INFORMATION PROVIDED =
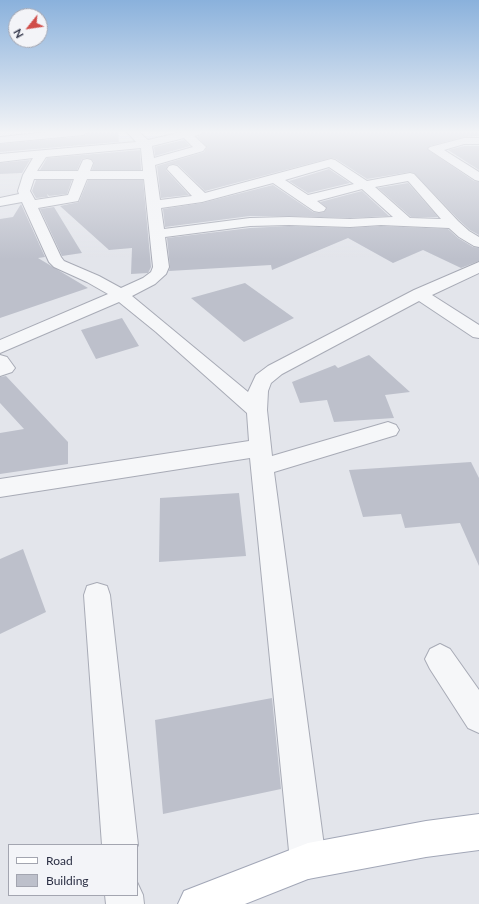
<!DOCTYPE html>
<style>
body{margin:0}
#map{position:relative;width:479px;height:904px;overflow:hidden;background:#e3e5eb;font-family:Lato,sans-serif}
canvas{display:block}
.legend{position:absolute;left:8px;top:844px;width:130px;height:52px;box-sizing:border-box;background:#f3f4f8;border:1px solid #a3a5b0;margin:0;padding:5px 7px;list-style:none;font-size:12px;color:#2b2f44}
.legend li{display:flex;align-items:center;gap:8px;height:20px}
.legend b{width:20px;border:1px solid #a3a5b0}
.north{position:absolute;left:8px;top:8px;width:40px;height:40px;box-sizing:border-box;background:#f3f4f8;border:1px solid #a3a5b0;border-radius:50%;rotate:240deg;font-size:11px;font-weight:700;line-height:16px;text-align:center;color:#2b2f44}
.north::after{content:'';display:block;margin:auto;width:14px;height:18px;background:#d04d49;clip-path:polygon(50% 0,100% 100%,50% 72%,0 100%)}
</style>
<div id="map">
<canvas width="479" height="904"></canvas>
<ul class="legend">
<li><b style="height:5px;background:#fff"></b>Road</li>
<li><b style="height:11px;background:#bdc0cb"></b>Building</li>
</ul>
<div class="north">N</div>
</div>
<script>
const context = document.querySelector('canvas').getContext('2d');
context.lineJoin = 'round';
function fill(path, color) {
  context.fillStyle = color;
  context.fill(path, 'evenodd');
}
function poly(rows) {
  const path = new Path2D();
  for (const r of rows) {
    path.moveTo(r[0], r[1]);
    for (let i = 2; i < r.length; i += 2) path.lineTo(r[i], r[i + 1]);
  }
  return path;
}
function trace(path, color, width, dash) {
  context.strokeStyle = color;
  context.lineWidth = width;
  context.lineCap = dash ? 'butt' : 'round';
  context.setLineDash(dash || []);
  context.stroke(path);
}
const building = poly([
 [89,132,118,132,119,142,0,152,0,144,83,136],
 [203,132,479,132,479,136,464,137,430,146,427,149,474,181,479,182,479,235,470,230,459,220,414,173,410,172,367,179,336,159,331,158,205,191,178,165,173,164,168,165,166,170,189,195,161,198,157,166,204,152,207,147,197,137,201,135],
 [184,140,190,146,155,156,154,147],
 [464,146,479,146,479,170,448,150],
 [140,150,141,170,92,170,94,162,91,159,87,158,82,159,77,170,40,170,47,158],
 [30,160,22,173,0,174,0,163],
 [329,169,350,183,308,193,289,181],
 [36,180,72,180,67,194,49,196,47,194,48,197,36,198,32,191],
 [88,180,143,180,151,267,148,273,131,274,132,248,109,250,60,206,79,202],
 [408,183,438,217,411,217,378,188],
 [273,185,313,212,319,213,324,212,327,208,320,202,362,191,389,216,350,218,289,216,250,216,165,227,163,209,202,203],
 [21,204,45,257,38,258,88,288,0,318,0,219,13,217],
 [54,207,82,253,62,256,40,209],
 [289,226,350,228,381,226,448,229,458,238,473,247,479,248,479,261,461,268,423,250,393,263,348,238,272,270,271,265,169,271,170,267,167,238,250,228],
 [245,283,294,318,244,342,191,298],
 [122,318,139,346,96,359,81,330],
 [369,355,410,392,385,395,394,418,334,422,327,400,300,403,292,382,335,365,338,368],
 [6,376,68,442,68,464,0,474,0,433,24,429,0,403,0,377],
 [471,462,479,478,479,566,460,523,405,528,401,514,363,517,349,470],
 [239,493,246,556,159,562,160,498],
 [23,549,46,612,0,634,0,559],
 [272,698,281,789,163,814,155,720]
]);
const minor = poly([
 [49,132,88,132,83,135,0,143,0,137,49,132],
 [127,132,139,132,148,140,182,132,202,132,201,134,194,136,206,147,203,151,155,165,160,200,192,196,167,169,169,166,173,165,177,166,205,193,331,159,335,160,367,181,410,173,414,174,458,221,469,231,479,237,479,247,474,246,459,237,449,228,381,225,350,227,289,225,250,226,165,237,169,267,166,274,155,284,132,296,248,392,256,375,268,366,414,290,479,262,479,273,432,295,479,325,479,338,473,337,419,301,282,374,271,383,268,391,267,410,272,456,388,422,396,425,399,430,396,435,274,472,326,861,321,874,308,879,295,874,290,861,250,458,0,497,0,479,249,441,247,413,156,332,119,302,0,353,0,340,108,294,87,282,54,267,49,262,22,202,0,206,0,198,19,194,18,191,23,175,33,158,0,162,0,154,136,142,127,132],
 [184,138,193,147,154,158,152,146,184,138],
 [141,148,143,171,90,171,93,163,91,160,87,159,83,160,78,171,37,171,46,157,141,148],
 [329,167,354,184,308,195,285,180,329,167],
 [34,179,74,179,68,195,35,200,30,191,34,179],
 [87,179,144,179,153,267,151,272,143,278,121,288,99,276,64,261,61,257,38,208,78,201,87,179],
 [408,181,409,182,441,219,410,218,375,187,408,181],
 [273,183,314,211,319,212,324,211,326,208,317,201,362,189,393,217,350,219,289,217,250,218,164,229,161,208,202,202,273,183],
 [464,138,479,138,479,144,464,144,444,150,479,172,479,181,475,180,428,149,430,147,464,138],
 [0,355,7,357,15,368,12,372,0,376,0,355],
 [97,583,107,586,110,595,138,845,137,847,137,845,102,845,84,595,87,586,97,583],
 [440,644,450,649,479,690,479,733,468,728,430,669,425,659,430,649,440,644],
 [137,882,143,895,144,904,106,904,105,895,137,895,137,882]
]);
const major = poly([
 [479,814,479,850,426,857,308,879,245,904,178,904,184,891,308,843,426,821,479,814]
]);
fill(building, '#bdc0cb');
trace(minor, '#a8abb6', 2);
trace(major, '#a2a7b7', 2);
fill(minor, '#f6f7f9');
fill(major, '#fff');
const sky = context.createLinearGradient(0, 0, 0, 259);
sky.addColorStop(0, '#8ab1dc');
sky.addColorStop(0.51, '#f2f3f6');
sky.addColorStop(1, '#f2f3f600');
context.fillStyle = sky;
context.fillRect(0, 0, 479, 259);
</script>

ACTIVITY =
What lines of the material above hold the string "fillStyle"? Please copy them.

FINAL ANSWER =
  context.fillStyle = color;
context.fillStyle = sky;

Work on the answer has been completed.